- Description of the task -
Once you have read the entries below, give them all again without any difference.

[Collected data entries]
________________________

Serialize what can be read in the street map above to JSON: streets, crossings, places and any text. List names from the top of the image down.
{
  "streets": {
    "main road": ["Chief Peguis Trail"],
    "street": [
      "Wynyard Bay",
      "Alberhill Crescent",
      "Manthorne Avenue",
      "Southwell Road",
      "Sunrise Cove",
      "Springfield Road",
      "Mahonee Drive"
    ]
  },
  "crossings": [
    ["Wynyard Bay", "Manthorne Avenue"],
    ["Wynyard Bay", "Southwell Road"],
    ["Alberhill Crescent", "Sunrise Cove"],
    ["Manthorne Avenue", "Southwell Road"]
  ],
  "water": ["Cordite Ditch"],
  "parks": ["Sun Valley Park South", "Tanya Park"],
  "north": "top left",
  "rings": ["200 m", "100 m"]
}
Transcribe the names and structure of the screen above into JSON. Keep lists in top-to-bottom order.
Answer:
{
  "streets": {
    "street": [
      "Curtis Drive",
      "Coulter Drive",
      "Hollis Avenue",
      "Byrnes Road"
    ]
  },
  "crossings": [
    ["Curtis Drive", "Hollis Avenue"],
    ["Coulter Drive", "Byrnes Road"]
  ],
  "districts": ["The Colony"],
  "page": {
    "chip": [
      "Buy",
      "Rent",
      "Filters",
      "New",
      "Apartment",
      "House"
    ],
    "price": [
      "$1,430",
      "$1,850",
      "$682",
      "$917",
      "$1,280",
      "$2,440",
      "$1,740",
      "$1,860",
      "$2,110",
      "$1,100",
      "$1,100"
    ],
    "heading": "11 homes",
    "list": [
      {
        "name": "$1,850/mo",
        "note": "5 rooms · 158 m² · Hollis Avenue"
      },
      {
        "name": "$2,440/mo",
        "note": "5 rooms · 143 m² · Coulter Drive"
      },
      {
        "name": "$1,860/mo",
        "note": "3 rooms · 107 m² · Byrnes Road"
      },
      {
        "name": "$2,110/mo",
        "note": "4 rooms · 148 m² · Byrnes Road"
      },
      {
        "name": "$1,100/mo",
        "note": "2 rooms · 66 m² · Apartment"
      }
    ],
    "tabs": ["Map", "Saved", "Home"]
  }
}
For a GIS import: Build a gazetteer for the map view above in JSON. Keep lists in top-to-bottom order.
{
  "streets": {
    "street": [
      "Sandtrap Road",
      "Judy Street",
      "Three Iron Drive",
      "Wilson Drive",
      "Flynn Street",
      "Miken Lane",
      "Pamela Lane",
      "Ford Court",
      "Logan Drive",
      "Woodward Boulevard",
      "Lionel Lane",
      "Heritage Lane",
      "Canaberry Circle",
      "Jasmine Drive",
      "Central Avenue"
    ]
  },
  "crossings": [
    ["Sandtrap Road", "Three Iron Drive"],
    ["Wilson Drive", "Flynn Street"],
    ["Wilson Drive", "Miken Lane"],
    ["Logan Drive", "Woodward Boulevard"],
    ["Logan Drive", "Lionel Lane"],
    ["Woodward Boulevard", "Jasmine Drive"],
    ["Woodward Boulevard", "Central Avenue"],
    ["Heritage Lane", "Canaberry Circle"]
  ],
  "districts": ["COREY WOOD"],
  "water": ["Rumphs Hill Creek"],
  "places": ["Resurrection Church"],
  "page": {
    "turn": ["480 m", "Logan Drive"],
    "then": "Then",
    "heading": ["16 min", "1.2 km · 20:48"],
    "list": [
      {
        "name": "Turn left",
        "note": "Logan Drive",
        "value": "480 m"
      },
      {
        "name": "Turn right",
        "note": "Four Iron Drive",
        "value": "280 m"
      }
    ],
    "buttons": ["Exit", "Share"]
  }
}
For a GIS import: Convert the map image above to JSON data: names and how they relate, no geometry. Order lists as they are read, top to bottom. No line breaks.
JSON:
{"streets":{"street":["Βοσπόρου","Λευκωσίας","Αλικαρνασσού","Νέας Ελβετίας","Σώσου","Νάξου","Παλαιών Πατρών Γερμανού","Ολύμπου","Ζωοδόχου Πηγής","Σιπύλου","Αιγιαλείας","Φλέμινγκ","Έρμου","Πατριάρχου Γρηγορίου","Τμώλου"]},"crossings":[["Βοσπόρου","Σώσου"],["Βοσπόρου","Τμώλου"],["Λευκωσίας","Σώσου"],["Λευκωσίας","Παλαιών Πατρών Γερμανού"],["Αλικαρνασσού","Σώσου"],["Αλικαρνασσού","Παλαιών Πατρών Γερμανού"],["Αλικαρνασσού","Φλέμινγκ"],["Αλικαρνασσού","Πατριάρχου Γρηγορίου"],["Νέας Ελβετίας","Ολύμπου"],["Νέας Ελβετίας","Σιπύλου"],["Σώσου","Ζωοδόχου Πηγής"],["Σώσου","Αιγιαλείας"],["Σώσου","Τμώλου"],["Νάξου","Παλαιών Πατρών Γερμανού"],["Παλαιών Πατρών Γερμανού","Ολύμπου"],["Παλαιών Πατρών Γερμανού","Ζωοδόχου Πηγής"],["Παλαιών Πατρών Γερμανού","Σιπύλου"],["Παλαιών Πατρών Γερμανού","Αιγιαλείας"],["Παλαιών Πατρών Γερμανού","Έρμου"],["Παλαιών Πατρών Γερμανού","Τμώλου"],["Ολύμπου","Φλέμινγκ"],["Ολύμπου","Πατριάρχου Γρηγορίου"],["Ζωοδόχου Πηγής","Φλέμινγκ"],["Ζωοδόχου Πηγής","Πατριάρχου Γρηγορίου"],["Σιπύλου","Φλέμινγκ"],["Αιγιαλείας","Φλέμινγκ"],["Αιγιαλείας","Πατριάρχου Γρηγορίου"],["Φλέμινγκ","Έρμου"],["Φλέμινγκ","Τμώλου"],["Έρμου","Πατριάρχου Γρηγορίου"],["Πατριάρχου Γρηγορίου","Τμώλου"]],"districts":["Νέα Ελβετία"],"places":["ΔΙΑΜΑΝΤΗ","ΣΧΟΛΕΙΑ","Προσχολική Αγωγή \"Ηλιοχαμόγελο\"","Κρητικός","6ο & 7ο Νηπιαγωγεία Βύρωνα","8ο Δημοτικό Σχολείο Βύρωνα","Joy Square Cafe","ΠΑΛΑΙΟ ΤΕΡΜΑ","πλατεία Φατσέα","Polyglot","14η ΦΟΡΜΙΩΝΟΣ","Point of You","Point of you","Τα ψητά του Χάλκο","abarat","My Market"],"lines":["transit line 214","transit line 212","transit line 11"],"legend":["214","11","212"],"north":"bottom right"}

________________________

- Answer to the exercise -
Serialize what can be read in the street map above to JSON: streets, crossings, places and any text. List names from the top of the image down.
{
  "streets": {
    "main road": ["Chief Peguis Trail"],
    "street": [
      "Wynyard Bay",
      "Alberhill Crescent",
      "Manthorne Avenue",
      "Southwell Road",
      "Sunrise Cove",
      "Springfield Road",
      "Mahonee Drive"
    ]
  },
  "crossings": [
    ["Wynyard Bay", "Manthorne Avenue"],
    ["Wynyard Bay", "Southwell Road"],
    ["Alberhill Crescent", "Sunrise Cove"],
    ["Manthorne Avenue", "Southwell Road"]
  ],
  "water": ["Cordite Ditch"],
  "parks": ["Sun Valley Park South", "Tanya Park"],
  "north": "top left",
  "rings": ["200 m", "100 m"]
}
Transcribe the names and structure of the screen above into JSON. Keep lists in top-to-bottom order.
Answer:
{
  "streets": {
    "street": [
      "Curtis Drive",
      "Coulter Drive",
      "Hollis Avenue",
      "Byrnes Road"
    ]
  },
  "crossings": [
    ["Curtis Drive", "Hollis Avenue"],
    ["Coulter Drive", "Byrnes Road"]
  ],
  "districts": ["The Colony"],
  "page": {
    "chip": [
      "Buy",
      "Rent",
      "Filters",
      "New",
      "Apartment",
      "House"
    ],
    "price": [
      "$1,430",
      "$1,850",
      "$682",
      "$917",
      "$1,280",
      "$2,440",
      "$1,740",
      "$1,860",
      "$2,110",
      "$1,100",
      "$1,100"
    ],
    "heading": "11 homes",
    "list": [
      {
        "name": "$1,850/mo",
        "note": "5 rooms · 158 m² · Hollis Avenue"
      },
      {
        "name": "$2,440/mo",
        "note": "5 rooms · 143 m² · Coulter Drive"
      },
      {
        "name": "$1,860/mo",
        "note": "3 rooms · 107 m² · Byrnes Road"
      },
      {
        "name": "$2,110/mo",
        "note": "4 rooms · 148 m² · Byrnes Road"
      },
      {
        "name": "$1,100/mo",
        "note": "2 rooms · 66 m² · Apartment"
      }
    ],
    "tabs": ["Map", "Saved", "Home"]
  }
}
For a GIS import: Build a gazetteer for the map view above in JSON. Keep lists in top-to-bottom order.
{
  "streets": {
    "street": [
      "Sandtrap Road",
      "Judy Street",
      "Three Iron Drive",
      "Wilson Drive",
      "Flynn Street",
      "Miken Lane",
      "Pamela Lane",
      "Ford Court",
      "Logan Drive",
      "Woodward Boulevard",
      "Lionel Lane",
      "Heritage Lane",
      "Canaberry Circle",
      "Jasmine Drive",
      "Central Avenue"
    ]
  },
  "crossings": [
    ["Sandtrap Road", "Three Iron Drive"],
    ["Wilson Drive", "Flynn Street"],
    ["Wilson Drive", "Miken Lane"],
    ["Logan Drive", "Woodward Boulevard"],
    ["Logan Drive", "Lionel Lane"],
    ["Woodward Boulevard", "Jasmine Drive"],
    ["Woodward Boulevard", "Central Avenue"],
    ["Heritage Lane", "Canaberry Circle"]
  ],
  "districts": ["COREY WOOD"],
  "water": ["Rumphs Hill Creek"],
  "places": ["Resurrection Church"],
  "page": {
    "turn": ["480 m", "Logan Drive"],
    "then": "Then",
    "heading": ["16 min", "1.2 km · 20:48"],
    "list": [
      {
        "name": "Turn left",
        "note": "Logan Drive",
        "value": "480 m"
      },
      {
        "name": "Turn right",
        "note": "Four Iron Drive",
        "value": "280 m"
      }
    ],
    "buttons": ["Exit", "Share"]
  }
}
For a GIS import: Convert the map image above to JSON data: names and how they relate, no geometry. Order lists as they are read, top to bottom. No line breaks.
JSON:
{"streets":{"street":["Βοσπόρου","Λευκωσίας","Αλικαρνασσού","Νέας Ελβετίας","Σώσου","Νάξου","Παλαιών Πατρών Γερμανού","Ολύμπου","Ζωοδόχου Πηγής","Σιπύλου","Αιγιαλείας","Φλέμινγκ","Έρμου","Πατριάρχου Γρηγορίου","Τμώλου"]},"crossings":[["Βοσπόρου","Σώσου"],["Βοσπόρου","Τμώλου"],["Λευκωσίας","Σώσου"],["Λευκωσίας","Παλαιών Πατρών Γερμανού"],["Αλικαρνασσού","Σώσου"],["Αλικαρνασσού","Παλαιών Πατρών Γερμανού"],["Αλικαρνασσού","Φλέμινγκ"],["Αλικαρνασσού","Πατριάρχου Γρηγορίου"],["Νέας Ελβετίας","Ολύμπου"],["Νέας Ελβετίας","Σιπύλου"],["Σώσου","Ζωοδόχου Πηγής"],["Σώσου","Αιγιαλείας"],["Σώσου","Τμώλου"],["Νάξου","Παλαιών Πατρών Γερμανού"],["Παλαιών Πατρών Γερμανού","Ολύμπου"],["Παλαιών Πατρών Γερμανού","Ζωοδόχου Πηγής"],["Παλαιών Πατρών Γερμανού","Σιπύλου"],["Παλαιών Πατρών Γερμανού","Αιγιαλείας"],["Παλαιών Πατρών Γερμανού","Έρμου"],["Παλαιών Πατρών Γερμανού","Τμώλου"],["Ολύμπου","Φλέμινγκ"],["Ολύμπου","Πατριάρχου Γρηγορίου"],["Ζωοδόχου Πηγής","Φλέμινγκ"],["Ζωοδόχου Πηγής","Πατριάρχου Γρηγορίου"],["Σιπύλου","Φλέμινγκ"],["Αιγιαλείας","Φλέμινγκ"],["Αιγιαλείας","Πατριάρχου Γρηγορίου"],["Φλέμινγκ","Έρμου"],["Φλέμινγκ","Τμώλου"],["Έρμου","Πατριάρχου Γρηγορίου"],["Πατριάρχου Γρηγορίου","Τμώλου"]],"districts":["Νέα Ελβετία"],"places":["ΔΙΑΜΑΝΤΗ","ΣΧΟΛΕΙΑ","Προσχολική Αγωγή \"Ηλιοχαμόγελο\"","Κρητικός","6ο & 7ο Νηπιαγωγεία Βύρωνα","8ο Δημοτικό Σχολείο Βύρωνα","Joy Square Cafe","ΠΑΛΑΙΟ ΤΕΡΜΑ","πλατεία Φατσέα","Polyglot","14η ΦΟΡΜΙΩΝΟΣ","Point of You","Point of you","Τα ψητά του Χάλκο","abarat","My Market"],"lines":["transit line 214","transit line 212","transit line 11"],"legend":["214","11","212"],"north":"bottom right"}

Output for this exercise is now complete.